1. Cut individual spent blooms off as they wilt, so the plant doesn't waste energy trying to produce seeds. After the bulb finishes blooming entirely, cut off the flower stalk close to the base but keep the leaves intact. Some experts recommend leaving the long stem intact until it yellows, as it manufactures food that is stored in the bulb. (The long bowed leaves of the amaryllis make it an attractive houseplant even without blooms.) Keep the plant moist and fertilize regularly.

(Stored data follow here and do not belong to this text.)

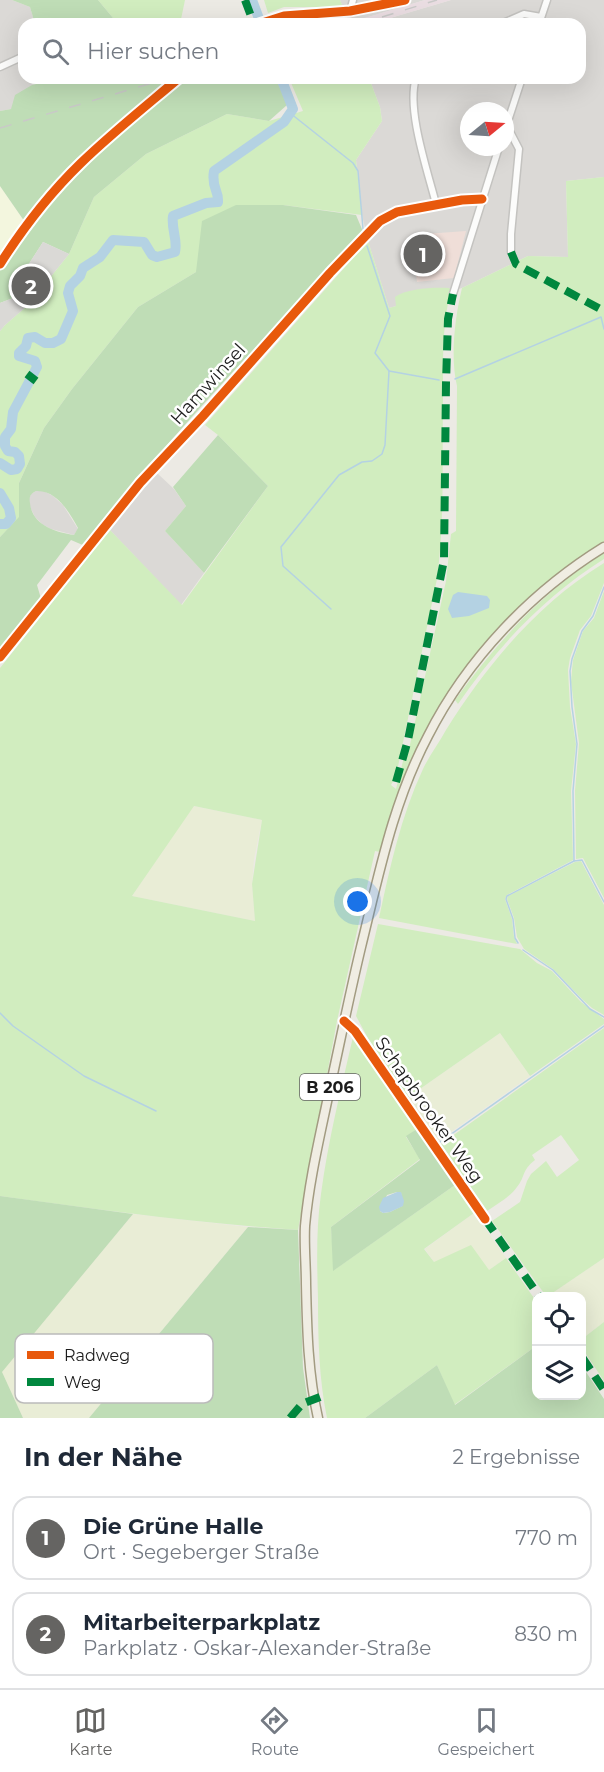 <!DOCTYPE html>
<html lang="de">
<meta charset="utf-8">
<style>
body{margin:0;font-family:Montserrat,sans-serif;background:#f2f2f3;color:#1f2937}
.controls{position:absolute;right:18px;bottom:18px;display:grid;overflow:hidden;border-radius:12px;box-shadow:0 6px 24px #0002}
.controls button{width:54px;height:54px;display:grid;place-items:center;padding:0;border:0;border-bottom:2px solid #e0e1e3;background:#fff;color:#1f2937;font:30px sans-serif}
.compass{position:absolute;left:460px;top:102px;width:54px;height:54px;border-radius:50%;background:#fff;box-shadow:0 6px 24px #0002;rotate:72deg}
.you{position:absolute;left:358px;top:902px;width:21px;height:21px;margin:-15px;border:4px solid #fff;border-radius:50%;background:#1a73e8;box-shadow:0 0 0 9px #1a73e833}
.badge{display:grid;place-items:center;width:39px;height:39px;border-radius:50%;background:#656462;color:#fff;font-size:20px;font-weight:700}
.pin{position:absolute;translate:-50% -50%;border:3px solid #fff;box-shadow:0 2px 6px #0006}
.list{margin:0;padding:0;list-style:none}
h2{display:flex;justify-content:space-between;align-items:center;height:78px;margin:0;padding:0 24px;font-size:26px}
h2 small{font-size:20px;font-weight:400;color:#747a83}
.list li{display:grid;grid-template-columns:39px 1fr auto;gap:18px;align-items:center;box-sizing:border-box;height:84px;margin:0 12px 12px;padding:0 12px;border:2px solid #e0e1e3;border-radius:18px}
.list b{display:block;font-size:22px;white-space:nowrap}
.list p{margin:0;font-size:20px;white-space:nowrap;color:#747a83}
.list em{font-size:20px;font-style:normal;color:#747a83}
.icon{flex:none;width:33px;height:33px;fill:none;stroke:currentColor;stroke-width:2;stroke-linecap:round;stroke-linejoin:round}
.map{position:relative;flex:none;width:604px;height:1418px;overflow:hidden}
.search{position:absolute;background:#fff;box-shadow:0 6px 24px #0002;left:18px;right:18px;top:18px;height:66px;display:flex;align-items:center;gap:15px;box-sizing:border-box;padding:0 21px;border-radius:18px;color:#747a83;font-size:22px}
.sheet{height:270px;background:#fff}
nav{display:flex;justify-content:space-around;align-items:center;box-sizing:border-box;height:84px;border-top:2px solid #e0e1e3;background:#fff;font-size:16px;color:#747a83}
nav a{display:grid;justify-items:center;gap:3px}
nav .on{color:#656462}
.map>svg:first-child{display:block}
.residential{fill:#dbd9d6;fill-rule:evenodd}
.commercial{fill:#efded8}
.industrial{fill:#eadde2}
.education{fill:#f3f6de}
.farmland{fill:#e9edd6}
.grass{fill:#d1edbf;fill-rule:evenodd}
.forest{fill:#bfddb6;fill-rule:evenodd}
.parking{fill:#dad9d6}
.water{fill:#b4d2e3}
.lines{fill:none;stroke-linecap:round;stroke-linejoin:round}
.stream{stroke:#b4d2e3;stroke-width:1.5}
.river{stroke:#b4d2e3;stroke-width:10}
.minor-casing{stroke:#c4c3c0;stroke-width:9}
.major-casing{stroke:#a29b81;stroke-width:11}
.minor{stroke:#fcfcfb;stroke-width:6}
.major{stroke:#f0ede3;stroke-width:8}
.rail{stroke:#c9c9c8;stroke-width:1.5;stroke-dasharray:12 12;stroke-linecap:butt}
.quiet{stroke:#00873e;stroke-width:8;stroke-dasharray:15 8;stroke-linecap:butt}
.cycleway-casing{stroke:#fff;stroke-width:13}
.cycleway{stroke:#e8590c;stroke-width:9}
.labels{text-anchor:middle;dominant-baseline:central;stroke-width:5;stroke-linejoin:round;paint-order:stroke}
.shield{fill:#fff;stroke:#606060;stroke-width:1.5}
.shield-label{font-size:16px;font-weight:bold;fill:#1c1c1c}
.street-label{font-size:18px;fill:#1c1c1c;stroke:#fff}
.key{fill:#fff;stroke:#bbb;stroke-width:1.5}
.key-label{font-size:16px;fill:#1c1c1c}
</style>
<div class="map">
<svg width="604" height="1418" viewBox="0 0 604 1418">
<rect width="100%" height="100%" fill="#eceae4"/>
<g class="residential">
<path d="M0,0H12L30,7L35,24H24V78H61L32,85L11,109L0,111Z"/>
<path d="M340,0H425L349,23Z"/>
<path d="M451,0H604V177L566,181L568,257L528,256L462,288L389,308L368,241L362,215L356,160L382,121L380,107L369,78H580V24H370ZM469,111H505V147H469Z"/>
<path d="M157,473L174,489L186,506L165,531L204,573L181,605L110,530Z"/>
<path d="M36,491H44L53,496L63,505L78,529L74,535L51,529L42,524L35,517L30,507L29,499L31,494Z"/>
</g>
<path class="commercial" d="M466,231L454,278L417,282L411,235Z"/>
<path class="industrial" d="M425,0H451L370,24H344Z"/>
<path class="education" d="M0,186L27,225L0,265Z"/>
<g class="farmland">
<path d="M193,806L262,820L254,859L252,884L255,921L132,896Z"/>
<path d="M500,1033L530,1076L438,1141L407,1098Z"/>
<path d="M474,1213L506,1258L489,1270L434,1262L425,1249Z"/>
<path d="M133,1214L248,1227L89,1418H23L1,1372Z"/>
<path d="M604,1258V1322L582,1339V1296H548Z"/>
</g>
<g class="grass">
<path d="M98,0H185L180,24H118Z"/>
<path d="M264,0H340L343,7H284L268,13Z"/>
<path d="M346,17L349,23L344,24H268L284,19Z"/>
<path d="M289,78H369L380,107L382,121L356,160L362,215L283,205L196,272L138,307L72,389L44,428L19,483V518L0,537V331L5,325L27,306L69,254L94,197L146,154L227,114L269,121L303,111Z"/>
<path d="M604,177V542C491,616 412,720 380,852L375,851L337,1021L298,1230C198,1223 99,1210 0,1196V668L110,530L182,605L268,486L218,435L205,425L368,241L389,308L396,306L395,297C407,288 435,287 449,288L451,290C442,324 443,360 443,395C442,457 445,518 437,579L396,776L391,785L396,789L406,749H409L446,581L451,534L456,531L457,386C450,357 455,317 462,288L528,256L568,257L566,181ZM194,806L262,820L252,884L255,921L132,896Z"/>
<path d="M604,553V559C545,596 497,647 458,704L455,700C497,642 542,592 604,553Z"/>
<path d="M604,563V583L591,616L580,630L570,658L568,670L570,707L576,744L571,791L573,860L507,895L505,899L512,919L514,937L517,944L379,918C390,867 401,816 423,769C429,756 439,743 446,730C487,665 537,604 604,563Z"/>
<path d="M604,591V898L583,858L576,859L575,791L579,743L571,682L572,670L573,660L583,631L594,618Z"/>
<path d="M581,861L604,905V1015L592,1008L583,1000L553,969L524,949L517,937L514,918L507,899L508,896L575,862Z"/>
<path d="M378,924L520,949L537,963L552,971L581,1002L604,1019V1024L530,1076L500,1033L407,1098L376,1053L356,1016Z"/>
<path d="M604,1028V1258L548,1296H546L492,1221L520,1202L527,1181L531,1174L546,1161L557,1177L579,1160L561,1135L532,1155L535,1160C521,1171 526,1176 517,1187C510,1197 497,1204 487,1211L441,1144Z"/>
<path d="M353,1037L417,1129L406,1137L420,1159L331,1227L334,1270L455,1185L474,1213L424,1249L434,1262L471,1245L489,1270L506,1258L536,1301V1346L454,1405L437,1365L365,1418H327C319,1379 318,1339 318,1299C317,1264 316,1229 321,1194C328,1141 341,1089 353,1037Z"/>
<path d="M604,1322V1381L582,1348V1339Z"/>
</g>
<g class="forest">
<path d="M12,0H98L118,24H35L30,7Z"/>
<path d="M61,78H276L287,105L269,121L227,114L146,154L94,197L69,254L43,242L23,273L13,298L0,303V264L27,225L0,186V111L11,109L15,95L32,85Z"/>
<path d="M236,205H283L356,215L364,234C268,335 169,434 85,546L71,540L37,585L42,602L0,655V537L19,517V483L44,428L72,389L138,307L196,272L202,221ZM36,491C57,490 69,512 78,528L74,535C55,532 32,525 30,503C29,497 30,494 36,491Z"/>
<path d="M218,435L268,486L204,573L165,531L186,506L173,487Z"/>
<path d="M417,1129L455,1185L333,1271L331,1227L420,1160L406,1136ZM397,1192H401L402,1206L390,1212L383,1213L380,1211L387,1195Z"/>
<path d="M0,1196L133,1214L2,1372L23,1418H0Z"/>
<path d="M248,1227L298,1230L303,1368L310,1418H89Z"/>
<path d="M536,1346V1396H582V1366L604,1399V1418H365L437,1365L455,1405Z"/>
</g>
<path class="parking" d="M43,242L69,254L27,306L5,325L0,331V303L13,298L23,273Z"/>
<g class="water">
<path d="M458,592L487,596L490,600L489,608L469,616L452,618L448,609L453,595Z"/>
<path d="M397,1192H401L404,1201L403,1206L390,1212L383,1213L380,1211L379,1207L383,1198Z"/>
</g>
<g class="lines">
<g class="stream">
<path d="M290,113L353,163L358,171L363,229"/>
<path d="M367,246L390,316L375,353L389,371L439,380"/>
<path d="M455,379L601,317L604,329"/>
<path d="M331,609L283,566L281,547L339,475L362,462L372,461L382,454L385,445L389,371"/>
<path d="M574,861L582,860L604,902"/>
<path d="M518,943L515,938L513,919L506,899L507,896L574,861L573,791L577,744L572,707L570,671L572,659L582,631L593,616L604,587"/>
<path d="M523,950L553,970L590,1009L604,1017"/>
<path d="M0,1013L13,1026L84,1076L156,1111"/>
<path d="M440,1142L604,1026"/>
</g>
<g class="river">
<path d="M252,0L261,24"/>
<path d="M0,463L11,470L17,469L20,464L19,456L15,452L8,451L5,446V437L11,429L13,412L37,367L35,361L19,356V353L26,346L28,338L35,337L45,343H53L61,339L73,311L68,293L70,286L80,276L83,268L100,257L113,240L144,242L152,255L157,257L175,252C178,240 171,229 173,216L206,203L218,202C219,190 211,188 214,171L284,122L293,109L281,78"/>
<path d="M0,493L9,508L11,518L6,524H0"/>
</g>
<defs>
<g id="minor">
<path d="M350,11L353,0"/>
<path d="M259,24L284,16L350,11L405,0"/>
<path d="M501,24L524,14L541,17"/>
<path d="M539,24L547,0"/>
<path d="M0,67L24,56"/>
<path d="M416,78C406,109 428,172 436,204"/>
<path d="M507,126L519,149L511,234V252"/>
<path d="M506,127L522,78"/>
<path d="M0,264C23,228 50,193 81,163C112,133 146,106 179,78"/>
<path d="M453,294L499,147"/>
<path d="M0,657L140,483L203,416L330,273L380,221L397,212L462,200L482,199"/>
<path d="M344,1021L355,1031L485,1219"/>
</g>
<path id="major" d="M318,1418C308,1374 307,1329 306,1284C306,1265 304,1245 305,1226C309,1182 319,1140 328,1097C339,1047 349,997 361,947C379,874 393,802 428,736C467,659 531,592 604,547"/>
</defs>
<use href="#minor" class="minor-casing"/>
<use href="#major" class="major-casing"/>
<use href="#minor" class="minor"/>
<use href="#major" class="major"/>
<g class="rail">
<path d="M359,24L437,0"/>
<path d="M0,128L169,78"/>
</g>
<g class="quiet">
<path d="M245,0L254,24"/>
<path d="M511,252L516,264L604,311"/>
<path d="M27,374L36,381"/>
<path d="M396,782L408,740L444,560L446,383L448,319L453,294"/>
<path d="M485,1219L539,1296"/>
<path d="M582,1357L604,1390"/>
<path d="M290,1418L302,1404L320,1397"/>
</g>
<defs>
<g id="cycleway">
<path d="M259,24L284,16L350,11L405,0"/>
<path d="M0,264C23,228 50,193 81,163C112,133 146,106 179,78"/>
<path d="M0,657L140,483L203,416L330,273L380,221L397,212L462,200L482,199"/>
<path d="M344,1021L355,1031L485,1219"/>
</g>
</defs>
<use href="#cycleway" class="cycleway-casing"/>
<use href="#cycleway" class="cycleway"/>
</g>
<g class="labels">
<rect class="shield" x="300" y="1074" width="60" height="26" rx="4.5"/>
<g class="shield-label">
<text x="330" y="1087">B 206</text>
</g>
<g class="street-label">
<text transform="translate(208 384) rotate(-48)">Hamwinsel</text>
<text transform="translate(429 1110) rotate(55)">Schapbrooker Weg</text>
</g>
</g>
<rect x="15" y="1334" width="198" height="69" rx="9" class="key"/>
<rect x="27" y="1351" width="27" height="8" fill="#e8590c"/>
<rect x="27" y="1378" width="27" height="8" fill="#00873e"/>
<g class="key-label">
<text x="64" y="1361">Radweg</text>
<text x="64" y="1388">Weg</text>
</g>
</svg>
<div class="controls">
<button><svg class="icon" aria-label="locate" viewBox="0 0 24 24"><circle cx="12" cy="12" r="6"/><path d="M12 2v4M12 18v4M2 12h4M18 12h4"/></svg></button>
<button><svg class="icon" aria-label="layers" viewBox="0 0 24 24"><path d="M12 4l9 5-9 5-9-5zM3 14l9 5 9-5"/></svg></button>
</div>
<svg class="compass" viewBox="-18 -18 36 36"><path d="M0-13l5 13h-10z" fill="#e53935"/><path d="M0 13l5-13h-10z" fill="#747a83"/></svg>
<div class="you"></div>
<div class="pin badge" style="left:423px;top:254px">1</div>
<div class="pin badge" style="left:31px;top:286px">2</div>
<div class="search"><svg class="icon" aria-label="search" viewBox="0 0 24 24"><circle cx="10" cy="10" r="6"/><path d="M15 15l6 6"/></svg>Hier suchen</div>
</div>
<section class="sheet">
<h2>In der Nähe<small>2 Ergebnisse</small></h2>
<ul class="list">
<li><span class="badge">1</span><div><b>Die Grüne Halle</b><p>Ort · Segeberger Straße</p></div><em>770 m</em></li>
<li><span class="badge">2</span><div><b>Mitarbeiterparkplatz</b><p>Parkplatz · Oskar-Alexander-Straße</p></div><em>830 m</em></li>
</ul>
</section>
<nav>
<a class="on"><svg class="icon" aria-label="map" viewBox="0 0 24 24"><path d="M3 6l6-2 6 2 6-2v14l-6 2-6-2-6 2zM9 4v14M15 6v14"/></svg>Karte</a>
<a><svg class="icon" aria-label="directions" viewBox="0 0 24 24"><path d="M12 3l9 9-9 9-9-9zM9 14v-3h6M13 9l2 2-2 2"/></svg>Route</a>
<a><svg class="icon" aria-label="saved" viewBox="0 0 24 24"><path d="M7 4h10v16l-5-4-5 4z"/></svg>Gespeichert</a>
</nav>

2. In June, or once there's no chance of frost, you can place the amaryllis outdoors for the summer if desired, preferably in its pot to protect it from insects. Acclimate the plant to the outdoors by first placing it in shade or indirect light before gradually moving it to a bright spot or garden bed where it will receive full sun for at least six hours daily.
3. Water regularly so the plant doesn't dry out, and continue to fertilize. Leaf growth may continue, which is a good sign that nutrients from the leaves will feed the recovering and growing bulb.
4. Stop watering and feeding in August or September, and allow the plant to dry out completely in the sun. Bring the plant indoors before the first frost, and remove dead leaves at the top of the bulb's neck, while leaving live leaves intact. Keep the bulb in its pot.
To encourage the bulb to flower again, plants that have been cared for in the above manner should be forced to go dormant by simulating their life cycle. (Alternately, some growers have blooming success with amaryllis plants that are kept indoors and green year-round, though blooming will be less predictable and according to the plant's internal calendar, not yours.)
5. Place the potted amaryllis in a cool (55-degree), dimly lit spot, such as a cellar, for six to eight weeks. (Some specialists recommend eight to 12 weeks.) Do not water the bulb. As the leaves yellow and wither, cut them off from the top of the bulb's neck.
6. End the dormant stage and start the forcing process six to eight weeks before you want blooming to occur. Cut any dead tissue off the bulb's neck, and replace the top ½ inch of soil. At this stage some recommend not removing the bulb from the pot, while some remove the bulb to shake free old soil and split off any bulb divisions (called clones), which should be separated from the mother with some roots.
Care for these small divisions as you would a full-size bulb, and they too can flower within several years. Water the potted bulb thoroughly and place the pot in a spot with a normal indoor temperature.
More tips for successful amaryllis growth:
Amaryllis may be potted in soil or grown in water on a bed of stones, but bulbs grown in water generally cannot be forced in subsequent years.After the amaryllis has finished blooming, place it in the brightest possible location indoors. In summer fertilize with a balanced houseplant fertilizer monthly to help the plant build up nutrients for flower production the next year.Some bulbs may not have the strength to produce flowers each year. Continue to care for the plant so that the leaves will feed the bulb for next year's flowers. If a bulb shows no green growth from forcing, gently squeeze the potted bulb below the dirt surface. If the bulb is not firm, it may be rotten and should be discarded. Rotting can indicate that a bulb received too much watering.